I have had on occasion a surprised spouse tell me, almost in shock, after hearing something I’ve said about their partner: “I never knew that, I wonder why he/she never told me about that.”
How many couples have ever read a book or been to a seminar for couples discussing each other’s top five love needs.
Keeping your love moving in the right direction requires sacrificial acts and behaviors designed to enhance your partner and help him or her feel better about themselves. A marriage that may end in divorce has had a history of selfishness, self-centeredness, operating on a tone of “if she/he would start doing ‘x,’ then I would probably feel more like being ‘x.’” The trouble with this type of thinking is that it is basically conditional. These thoughts require that something take place with your partner before you allow yourself to act.
What if your partner is thinking the same thing? Because neither of you are willing to launch your part first, then there will be no beginning of a mutual growing together. In fact it will only get worse.
Ask the bold questions: “What is wrong? What do we need from each other that is not being met?

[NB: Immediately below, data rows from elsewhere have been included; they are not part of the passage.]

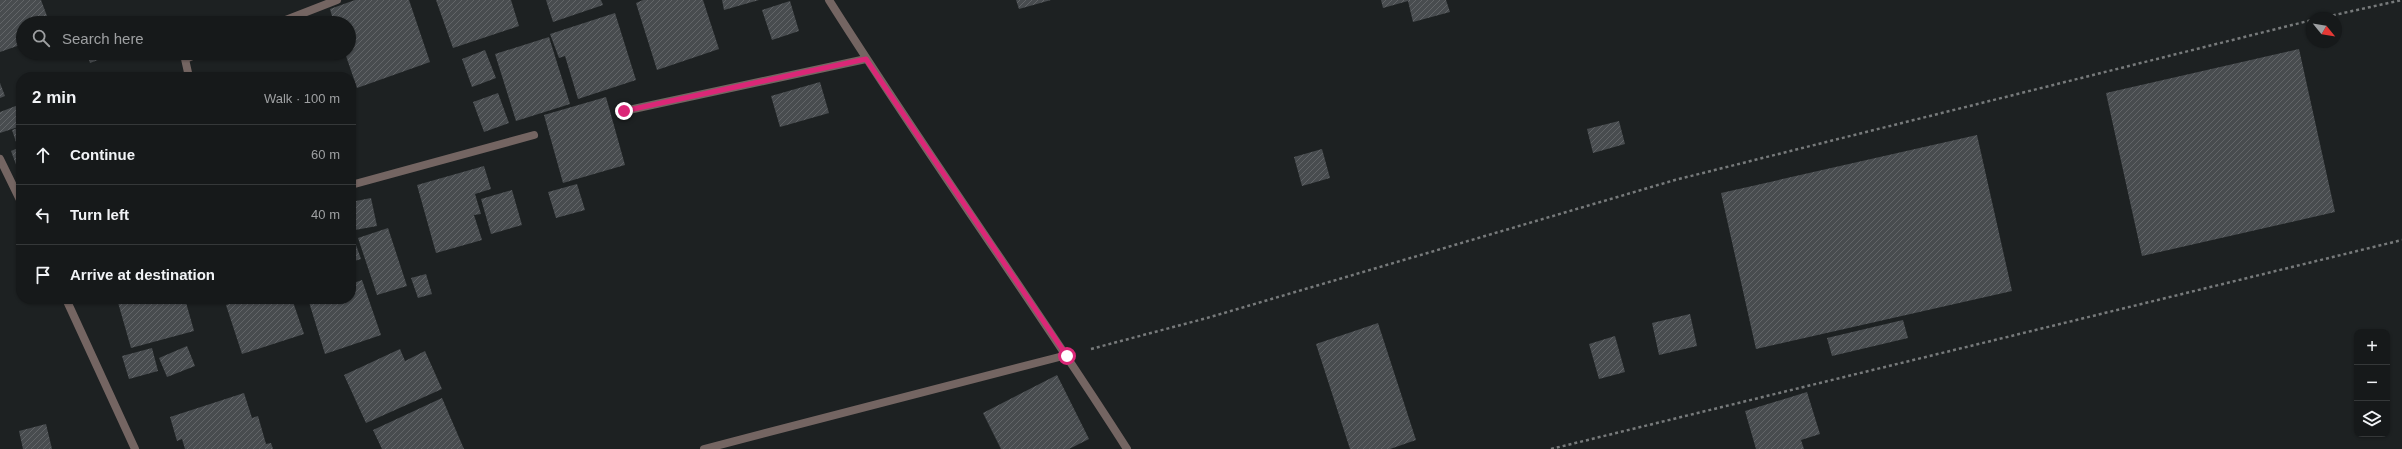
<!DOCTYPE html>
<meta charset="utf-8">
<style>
body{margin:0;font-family:Helvetica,sans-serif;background:#232627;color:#f1f3f6}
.controls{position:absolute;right:12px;bottom:12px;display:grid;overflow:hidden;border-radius:8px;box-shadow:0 1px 3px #0004}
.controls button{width:36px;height:36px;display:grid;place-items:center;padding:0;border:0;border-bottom:1px solid #353839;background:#16191a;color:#f1f3f6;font:20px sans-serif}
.compass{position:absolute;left:2306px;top:12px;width:36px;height:36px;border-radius:50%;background:#16191a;box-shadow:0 1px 3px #0004;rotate:120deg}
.stop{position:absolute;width:12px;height:12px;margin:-9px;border:3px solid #db2777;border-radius:50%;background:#fff}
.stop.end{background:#db2777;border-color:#fff;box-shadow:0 1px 4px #0008}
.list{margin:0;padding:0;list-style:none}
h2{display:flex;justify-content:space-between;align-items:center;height:52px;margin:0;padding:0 16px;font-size:17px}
h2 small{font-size:13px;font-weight:400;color:#9ea0a2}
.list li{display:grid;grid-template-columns:26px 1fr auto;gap:12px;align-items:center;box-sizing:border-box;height:60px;padding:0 16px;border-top:1px solid #353839}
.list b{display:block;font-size:15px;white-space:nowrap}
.list em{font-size:13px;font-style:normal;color:#9ea0a2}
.icon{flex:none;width:22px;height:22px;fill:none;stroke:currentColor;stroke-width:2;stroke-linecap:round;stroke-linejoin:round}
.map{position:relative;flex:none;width:2402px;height:449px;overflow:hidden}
.search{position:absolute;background:#16191a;box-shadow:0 1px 3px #0004;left:16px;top:16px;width:340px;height:44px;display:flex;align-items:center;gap:10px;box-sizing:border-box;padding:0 14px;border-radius:22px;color:#9ea0a2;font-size:15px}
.panel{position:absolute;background:#16191a;box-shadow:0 1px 3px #0004;left:16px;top:72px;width:340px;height:232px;border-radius:16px}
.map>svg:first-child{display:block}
.building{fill:url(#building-hatch)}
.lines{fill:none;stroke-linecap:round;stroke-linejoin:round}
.path{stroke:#777a7b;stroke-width:2.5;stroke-dasharray:3 3;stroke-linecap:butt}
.service{stroke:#746562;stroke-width:8}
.tertiary{stroke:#746562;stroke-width:8}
.route{stroke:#db2777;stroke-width:5}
</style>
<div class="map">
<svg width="2402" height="449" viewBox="0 0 2402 449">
<defs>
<pattern id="building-hatch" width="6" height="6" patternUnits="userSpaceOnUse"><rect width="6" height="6" fill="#484c4f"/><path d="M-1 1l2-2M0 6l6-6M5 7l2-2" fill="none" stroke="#626568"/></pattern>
</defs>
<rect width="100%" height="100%" fill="#1d2122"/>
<g class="building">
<polygon points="0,0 41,0 47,16 23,23 23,44 0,52"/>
<polygon points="355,0 409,0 430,62 357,88 345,53 349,53 349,23 334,23 330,9"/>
<polygon points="436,0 511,0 519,26 453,48"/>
<polygon points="546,0 601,0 603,5 553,22"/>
<polygon points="643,0 703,0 719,49 657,70 636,3"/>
<polygon points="722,0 759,0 724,10"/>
<polygon points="1016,0 1051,0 1019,9"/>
<polygon points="1381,0 1446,0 1450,12 1413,22 1408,1 1383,8"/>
<polygon points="790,1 799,31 772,40 762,10"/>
<polygon points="615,13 636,80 578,99 565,56 559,58 550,34"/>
<polygon points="549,37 570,104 516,121 495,54"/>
<polygon points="2299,49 2335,212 2142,256 2106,93"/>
<polygon points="485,50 496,78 472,87 462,59"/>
<polygon points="87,53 116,53 90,63"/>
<polygon points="820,82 829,113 780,127 771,96"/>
<polygon points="0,83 5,96 0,98"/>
<polygon points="498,93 509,123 484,132 473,102"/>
<polygon points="606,97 625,165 563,183 544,115"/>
<polygon points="21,104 21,126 0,133 0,112"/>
<polygon points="1619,121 1625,144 1593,153 1587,129"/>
<polygon points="21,127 21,178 11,151 18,148 12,130"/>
<polygon points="1977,135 2012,291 1756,349 1721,193"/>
<polygon points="1322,149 1330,178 1302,186 1294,157"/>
<polygon points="484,166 491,189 475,194 481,214 474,215 482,240 436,253 417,185"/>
<polygon points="577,184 585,210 556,218 548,192"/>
<polygon points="512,190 522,225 491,234 481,199"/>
<polygon points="371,198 377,226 355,230 351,202"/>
<polygon points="388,228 407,286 377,295 358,238"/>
<polygon points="351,231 361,259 351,262"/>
<polygon points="426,274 432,294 418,298 411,278"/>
<polygon points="362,280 381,335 325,354 308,299 351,299 351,284"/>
<polygon points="117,299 185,299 194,331 131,348"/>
<polygon points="245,299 292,299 304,334 242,354 226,305"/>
<polygon points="1690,314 1697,346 1659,355 1652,323"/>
<polygon points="1903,320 1908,338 1832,356 1827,338"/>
<polygon points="1378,323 1416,440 1390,449 1350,449 1316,344"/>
<polygon points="1615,336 1625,372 1599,379 1589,344"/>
<polygon points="187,346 195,366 167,377 159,358"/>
<polygon points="152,348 158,371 129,379 122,356"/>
<polygon points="400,349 405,361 425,351 442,389 366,423 344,375"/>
<polygon points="1057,375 1089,439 1069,449 1001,449 983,413"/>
<polygon points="1807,392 1820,434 1801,440 1804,449 1756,449 1745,411"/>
<polygon points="244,393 252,418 258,416 266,444 271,443 273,449 185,449 182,439 177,441 170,417"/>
<polygon points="442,398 464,449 382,449 373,430"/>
<polygon points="46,424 52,449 23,449 19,431"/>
</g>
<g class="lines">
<g class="path">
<polyline points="2321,18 2402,0"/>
<polyline points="1091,349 1207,318 1675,180 2312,20"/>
<polyline points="1551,449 2402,240"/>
</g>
<g class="service">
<polyline points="278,23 337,0"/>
<polyline points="189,77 185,59 200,53"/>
<polyline points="624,111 866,59"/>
<polyline points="0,159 21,202"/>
<polyline points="351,185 534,135"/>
<polyline points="66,299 135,449"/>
<polyline points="704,449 1067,355"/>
</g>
<path class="tertiary" d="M829 0C925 152 1030 297 1127 449"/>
</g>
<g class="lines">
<polyline class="route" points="624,111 866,59 1067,356"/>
</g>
</svg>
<div class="controls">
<button>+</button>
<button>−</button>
<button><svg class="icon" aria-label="layers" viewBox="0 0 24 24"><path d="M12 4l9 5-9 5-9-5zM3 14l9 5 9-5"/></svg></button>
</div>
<svg class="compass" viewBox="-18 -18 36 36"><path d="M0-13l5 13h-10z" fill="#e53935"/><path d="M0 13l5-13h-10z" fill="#9ea0a2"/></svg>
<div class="stop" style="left:1067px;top:356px"></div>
<div class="stop end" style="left:624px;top:111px"></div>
<div class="search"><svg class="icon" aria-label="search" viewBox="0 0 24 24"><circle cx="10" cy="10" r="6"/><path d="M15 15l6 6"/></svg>Search here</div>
<section class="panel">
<h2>2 min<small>Walk · 100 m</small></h2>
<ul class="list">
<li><svg class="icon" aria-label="ahead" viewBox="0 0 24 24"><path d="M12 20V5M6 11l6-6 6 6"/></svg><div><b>Continue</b></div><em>60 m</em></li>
<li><svg class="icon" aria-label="left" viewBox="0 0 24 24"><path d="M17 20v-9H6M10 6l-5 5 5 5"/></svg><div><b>Turn left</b></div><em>40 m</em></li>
<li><svg class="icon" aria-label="arrive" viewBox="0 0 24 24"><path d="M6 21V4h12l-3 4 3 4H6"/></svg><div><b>Arrive at destination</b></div></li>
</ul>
</section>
</div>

What can I do to make it better?”
This is important to do now, when you may still have the desire to make some necessary changes, because there may come a time in your relationship when it has gone too far in the wrong direction, and some glib, meaningless promise to do better will all but be ignored because it is probably not believable any more. I have met with many couples whose first appointment included something along the lines of “I’ll do whatever it takes, no matter what, to keep our marriage going.”
I believe wholeheartedly that couples need to keep dating, not ever taking their marriage for granted because of the length of the marriage. The marriage should not be allowed to become dull and boring. I know that in the early stages, you were still trying to win over the love of your spouse. That needs to continue forever.
I have never believed that since Mrs. Lapp and I have been married (nearly 56 years), we should just sit back and relax and not try to win the love of each other.
Because of her disability, we are unable to enjoy the fun of bowling, going for walks, fishing or going for a leisurely drive, just for the sake of just being with each other, but that doesn’t mean that we can’t still play cards. We still have times of laughing together over things in life or some silly thing one of the grandchildren had said or done. Recently, we had a visit from Titus, our only great-grandchild, who is now 2 years old, and “talks” to us in his own language and dialect which even his mother struggles to understand. But he displays great emotion when he addresses us with his gibberish talk.
We were not fully prepared for the changes that have taken place with my wife’s form of Muscular Dystrophy, but that does not mean that we have lost sight of each other. In fact the opposite is true.
You need to continue celebrating your spouse for who he or she is. Little things mean a lot. I have purchased greeting cards for my wife just because. It is fun to give a card at any time I want to, no matter if this is one of those “special days,” but any day I want to. The cards are available in many stores here in Taylorsville. Be innovative, write a little poem, add it to the card, or add some special meaningful words of what you feel. That’s what will warm his or her heart, probably more than the nice little poem that’s included. Whatever you do, continue to show love and care for each other. Why in the world would a person want to leave that kind of relationship to find a better one? Although I know they still do. Don’t believe that your marriage has stopped growing. You can make it grow in some way or another.